If a soft landing proves unachievable, then the recession scenario wins out because the Fed will be forced to slam on the brakes while consumers retrench, layoffs mount and markets tank, with all the economic pain that invariably brings to state and local governments, their residents and their workers. That outcome becomes much more likely if CPI inflation doesn’t slide down from today’s 9 percent level to maybe 6 percent by Halloween, because the Fed then would be forced to raise interest rates this winter by far more than the financial markets now want or expect.

But it’s foolhardy to now jump to the conclusion that recession is inevitable. By next summer, the glass could still be half full as the economy bumbles along, feeling out of sorts but slowly regaining its momentum.
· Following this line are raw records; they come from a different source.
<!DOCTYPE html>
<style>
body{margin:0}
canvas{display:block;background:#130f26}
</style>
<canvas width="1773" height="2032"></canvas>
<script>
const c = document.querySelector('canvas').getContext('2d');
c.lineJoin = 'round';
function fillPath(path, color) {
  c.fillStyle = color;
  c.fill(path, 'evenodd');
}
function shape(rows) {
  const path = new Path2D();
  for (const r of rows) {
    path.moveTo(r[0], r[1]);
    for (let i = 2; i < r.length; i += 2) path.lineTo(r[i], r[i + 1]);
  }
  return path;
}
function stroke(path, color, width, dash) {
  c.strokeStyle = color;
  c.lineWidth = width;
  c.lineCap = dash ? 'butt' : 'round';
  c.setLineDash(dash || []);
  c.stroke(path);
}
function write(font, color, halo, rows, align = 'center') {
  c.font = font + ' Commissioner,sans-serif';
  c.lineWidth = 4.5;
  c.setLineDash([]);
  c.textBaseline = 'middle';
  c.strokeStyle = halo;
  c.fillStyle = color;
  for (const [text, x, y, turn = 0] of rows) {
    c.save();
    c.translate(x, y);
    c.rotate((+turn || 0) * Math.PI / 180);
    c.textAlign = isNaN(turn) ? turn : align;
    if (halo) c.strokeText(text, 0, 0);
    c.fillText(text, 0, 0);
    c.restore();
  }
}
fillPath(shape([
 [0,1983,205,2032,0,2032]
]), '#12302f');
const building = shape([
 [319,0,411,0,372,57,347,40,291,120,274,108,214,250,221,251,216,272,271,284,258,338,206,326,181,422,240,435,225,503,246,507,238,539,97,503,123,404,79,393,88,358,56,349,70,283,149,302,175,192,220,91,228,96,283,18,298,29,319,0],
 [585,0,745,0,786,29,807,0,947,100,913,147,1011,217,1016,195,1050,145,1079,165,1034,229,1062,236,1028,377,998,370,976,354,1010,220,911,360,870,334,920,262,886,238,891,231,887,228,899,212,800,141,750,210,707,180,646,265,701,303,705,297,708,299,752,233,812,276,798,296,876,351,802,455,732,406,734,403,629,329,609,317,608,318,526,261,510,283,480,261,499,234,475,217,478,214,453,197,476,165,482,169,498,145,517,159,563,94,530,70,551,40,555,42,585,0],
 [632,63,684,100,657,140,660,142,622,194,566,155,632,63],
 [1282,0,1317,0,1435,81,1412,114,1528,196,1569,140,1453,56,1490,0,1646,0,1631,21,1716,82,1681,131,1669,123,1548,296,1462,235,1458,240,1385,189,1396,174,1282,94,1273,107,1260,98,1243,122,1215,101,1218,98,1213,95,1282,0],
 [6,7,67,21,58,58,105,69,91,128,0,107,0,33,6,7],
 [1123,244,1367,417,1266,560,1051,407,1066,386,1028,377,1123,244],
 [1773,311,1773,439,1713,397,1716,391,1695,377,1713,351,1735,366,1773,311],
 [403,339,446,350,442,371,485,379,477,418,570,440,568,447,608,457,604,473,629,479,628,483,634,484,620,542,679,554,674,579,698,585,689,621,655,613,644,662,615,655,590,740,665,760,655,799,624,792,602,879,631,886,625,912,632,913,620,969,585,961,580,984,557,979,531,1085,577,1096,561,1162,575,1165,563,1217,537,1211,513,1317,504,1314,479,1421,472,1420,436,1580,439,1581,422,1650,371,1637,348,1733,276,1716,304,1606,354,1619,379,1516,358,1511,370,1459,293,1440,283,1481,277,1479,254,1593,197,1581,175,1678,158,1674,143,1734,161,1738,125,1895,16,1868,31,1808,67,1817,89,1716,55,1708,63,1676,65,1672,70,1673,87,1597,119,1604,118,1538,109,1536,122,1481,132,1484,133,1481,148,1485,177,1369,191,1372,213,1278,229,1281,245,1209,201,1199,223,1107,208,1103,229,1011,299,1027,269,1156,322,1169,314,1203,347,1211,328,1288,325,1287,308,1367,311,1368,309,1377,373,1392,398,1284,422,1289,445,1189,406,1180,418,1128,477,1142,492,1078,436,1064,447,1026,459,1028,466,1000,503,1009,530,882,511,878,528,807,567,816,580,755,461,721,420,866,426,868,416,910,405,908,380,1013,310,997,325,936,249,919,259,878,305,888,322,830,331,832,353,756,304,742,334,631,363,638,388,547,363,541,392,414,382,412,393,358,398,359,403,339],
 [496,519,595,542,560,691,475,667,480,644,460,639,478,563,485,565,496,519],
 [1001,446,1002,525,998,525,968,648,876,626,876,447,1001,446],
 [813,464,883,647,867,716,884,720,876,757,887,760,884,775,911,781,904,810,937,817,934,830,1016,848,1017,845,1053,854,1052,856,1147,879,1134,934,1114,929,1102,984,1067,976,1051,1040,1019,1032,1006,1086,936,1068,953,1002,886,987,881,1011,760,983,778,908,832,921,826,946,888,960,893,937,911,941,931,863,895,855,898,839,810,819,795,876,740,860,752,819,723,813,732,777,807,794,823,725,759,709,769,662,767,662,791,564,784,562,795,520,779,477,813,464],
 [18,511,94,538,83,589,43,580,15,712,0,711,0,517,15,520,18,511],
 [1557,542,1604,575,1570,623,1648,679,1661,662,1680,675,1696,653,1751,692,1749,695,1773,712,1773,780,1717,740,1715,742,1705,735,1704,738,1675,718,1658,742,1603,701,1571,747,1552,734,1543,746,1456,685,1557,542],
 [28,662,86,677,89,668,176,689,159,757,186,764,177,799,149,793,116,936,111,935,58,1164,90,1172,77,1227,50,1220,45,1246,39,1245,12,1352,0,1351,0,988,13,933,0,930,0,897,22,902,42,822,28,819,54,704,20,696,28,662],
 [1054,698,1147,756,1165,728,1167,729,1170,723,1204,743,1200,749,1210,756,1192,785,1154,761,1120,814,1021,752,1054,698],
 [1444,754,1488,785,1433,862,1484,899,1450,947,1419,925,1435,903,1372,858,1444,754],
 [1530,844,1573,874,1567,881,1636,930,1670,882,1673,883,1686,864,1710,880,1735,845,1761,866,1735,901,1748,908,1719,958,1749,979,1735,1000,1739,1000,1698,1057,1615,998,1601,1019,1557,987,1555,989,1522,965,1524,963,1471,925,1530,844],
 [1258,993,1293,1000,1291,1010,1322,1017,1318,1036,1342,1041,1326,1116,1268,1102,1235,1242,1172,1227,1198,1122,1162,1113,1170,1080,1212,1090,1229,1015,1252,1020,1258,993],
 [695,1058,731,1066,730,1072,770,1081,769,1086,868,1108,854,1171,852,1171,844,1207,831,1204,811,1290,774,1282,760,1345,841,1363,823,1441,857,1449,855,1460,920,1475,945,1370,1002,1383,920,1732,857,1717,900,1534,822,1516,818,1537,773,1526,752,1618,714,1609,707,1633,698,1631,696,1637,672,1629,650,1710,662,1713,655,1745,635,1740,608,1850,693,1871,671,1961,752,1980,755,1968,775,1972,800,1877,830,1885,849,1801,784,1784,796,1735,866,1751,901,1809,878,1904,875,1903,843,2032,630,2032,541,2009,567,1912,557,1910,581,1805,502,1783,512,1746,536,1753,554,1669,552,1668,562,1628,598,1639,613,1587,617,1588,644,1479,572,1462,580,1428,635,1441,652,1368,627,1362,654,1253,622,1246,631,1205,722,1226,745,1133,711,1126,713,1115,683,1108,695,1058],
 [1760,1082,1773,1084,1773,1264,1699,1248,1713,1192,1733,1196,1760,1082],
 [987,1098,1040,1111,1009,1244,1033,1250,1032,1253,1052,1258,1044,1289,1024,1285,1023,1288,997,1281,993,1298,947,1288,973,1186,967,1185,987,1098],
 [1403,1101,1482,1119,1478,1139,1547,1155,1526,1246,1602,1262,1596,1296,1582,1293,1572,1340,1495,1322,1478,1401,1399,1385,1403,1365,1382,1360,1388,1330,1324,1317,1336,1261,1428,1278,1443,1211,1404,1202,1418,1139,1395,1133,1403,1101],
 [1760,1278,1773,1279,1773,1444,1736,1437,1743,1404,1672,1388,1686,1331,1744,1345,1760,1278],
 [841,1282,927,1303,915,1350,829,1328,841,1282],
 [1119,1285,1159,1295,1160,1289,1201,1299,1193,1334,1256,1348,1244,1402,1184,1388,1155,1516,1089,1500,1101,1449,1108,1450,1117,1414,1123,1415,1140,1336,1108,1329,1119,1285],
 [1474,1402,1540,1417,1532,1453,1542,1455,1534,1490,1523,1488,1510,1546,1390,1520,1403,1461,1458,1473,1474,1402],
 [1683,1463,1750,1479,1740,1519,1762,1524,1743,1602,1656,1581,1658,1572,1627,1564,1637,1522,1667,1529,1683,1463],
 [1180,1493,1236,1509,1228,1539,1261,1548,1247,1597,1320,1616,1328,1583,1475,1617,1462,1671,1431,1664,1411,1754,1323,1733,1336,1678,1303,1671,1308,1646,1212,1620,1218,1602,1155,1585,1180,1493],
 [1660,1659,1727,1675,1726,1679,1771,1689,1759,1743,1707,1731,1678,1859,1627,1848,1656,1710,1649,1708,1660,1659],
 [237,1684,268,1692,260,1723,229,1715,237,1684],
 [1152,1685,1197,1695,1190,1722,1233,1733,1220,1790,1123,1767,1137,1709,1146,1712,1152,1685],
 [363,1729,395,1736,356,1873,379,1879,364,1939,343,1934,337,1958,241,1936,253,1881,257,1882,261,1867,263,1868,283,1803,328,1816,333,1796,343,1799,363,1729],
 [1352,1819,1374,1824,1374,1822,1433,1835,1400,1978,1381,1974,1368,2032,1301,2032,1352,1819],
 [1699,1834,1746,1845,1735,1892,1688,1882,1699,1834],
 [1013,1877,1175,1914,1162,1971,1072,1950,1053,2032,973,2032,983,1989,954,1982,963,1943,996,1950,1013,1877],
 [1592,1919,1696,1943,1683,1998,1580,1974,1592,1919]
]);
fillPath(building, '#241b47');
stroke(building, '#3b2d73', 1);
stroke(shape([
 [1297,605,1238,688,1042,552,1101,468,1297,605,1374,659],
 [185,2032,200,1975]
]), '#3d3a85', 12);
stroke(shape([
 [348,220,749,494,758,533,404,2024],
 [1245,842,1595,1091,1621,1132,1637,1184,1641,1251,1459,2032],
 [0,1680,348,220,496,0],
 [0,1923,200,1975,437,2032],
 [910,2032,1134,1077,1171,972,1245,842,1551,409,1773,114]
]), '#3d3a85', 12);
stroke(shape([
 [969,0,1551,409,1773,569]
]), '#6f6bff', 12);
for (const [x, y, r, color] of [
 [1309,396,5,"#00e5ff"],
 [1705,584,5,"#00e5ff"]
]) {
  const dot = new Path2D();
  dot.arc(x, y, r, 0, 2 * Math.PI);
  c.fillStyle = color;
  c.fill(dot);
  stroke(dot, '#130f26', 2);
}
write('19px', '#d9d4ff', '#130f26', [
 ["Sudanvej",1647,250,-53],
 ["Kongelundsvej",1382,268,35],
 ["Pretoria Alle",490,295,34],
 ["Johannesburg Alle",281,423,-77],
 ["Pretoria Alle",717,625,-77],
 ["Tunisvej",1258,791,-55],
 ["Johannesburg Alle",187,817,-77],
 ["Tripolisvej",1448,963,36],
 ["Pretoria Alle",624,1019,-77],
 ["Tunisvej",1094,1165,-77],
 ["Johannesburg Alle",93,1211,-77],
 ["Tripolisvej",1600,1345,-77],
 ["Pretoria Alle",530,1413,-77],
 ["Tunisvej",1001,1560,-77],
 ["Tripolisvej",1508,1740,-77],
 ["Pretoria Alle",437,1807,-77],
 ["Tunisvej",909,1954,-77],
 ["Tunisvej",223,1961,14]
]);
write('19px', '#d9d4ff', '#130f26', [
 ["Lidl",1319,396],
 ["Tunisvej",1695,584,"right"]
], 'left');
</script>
What is abundantly clear at this juncture is that managers and budgeters need to wave warning flags in front of any elected officials and spending advocates who just can’t resist channeling newfound inflation-driven revenue dollars to their pet causes and projects. 2022 should be a year to just say no to new ongoing spending, to actively fund those rainy-day accounts just like 37 states are now doing, to manage for the long run, to watch the key statistics I’ve highlighted, and to be suspicious of all the premature and superficial recession-yammering on TV. There is still a fair chance that the bottom will not drop out.

Ponder all this as financial analysis and not clairvoyance. And just in case I’ve misread the tea leaves, remember Yogi’s ageless wisdom: “It’s tough to make predictions, especially about the future.”


Governing‘s opinion columns reflect the views of their authors and not necessarily those of Governing‘s editors or management. Nothing herein should be considered investment advice.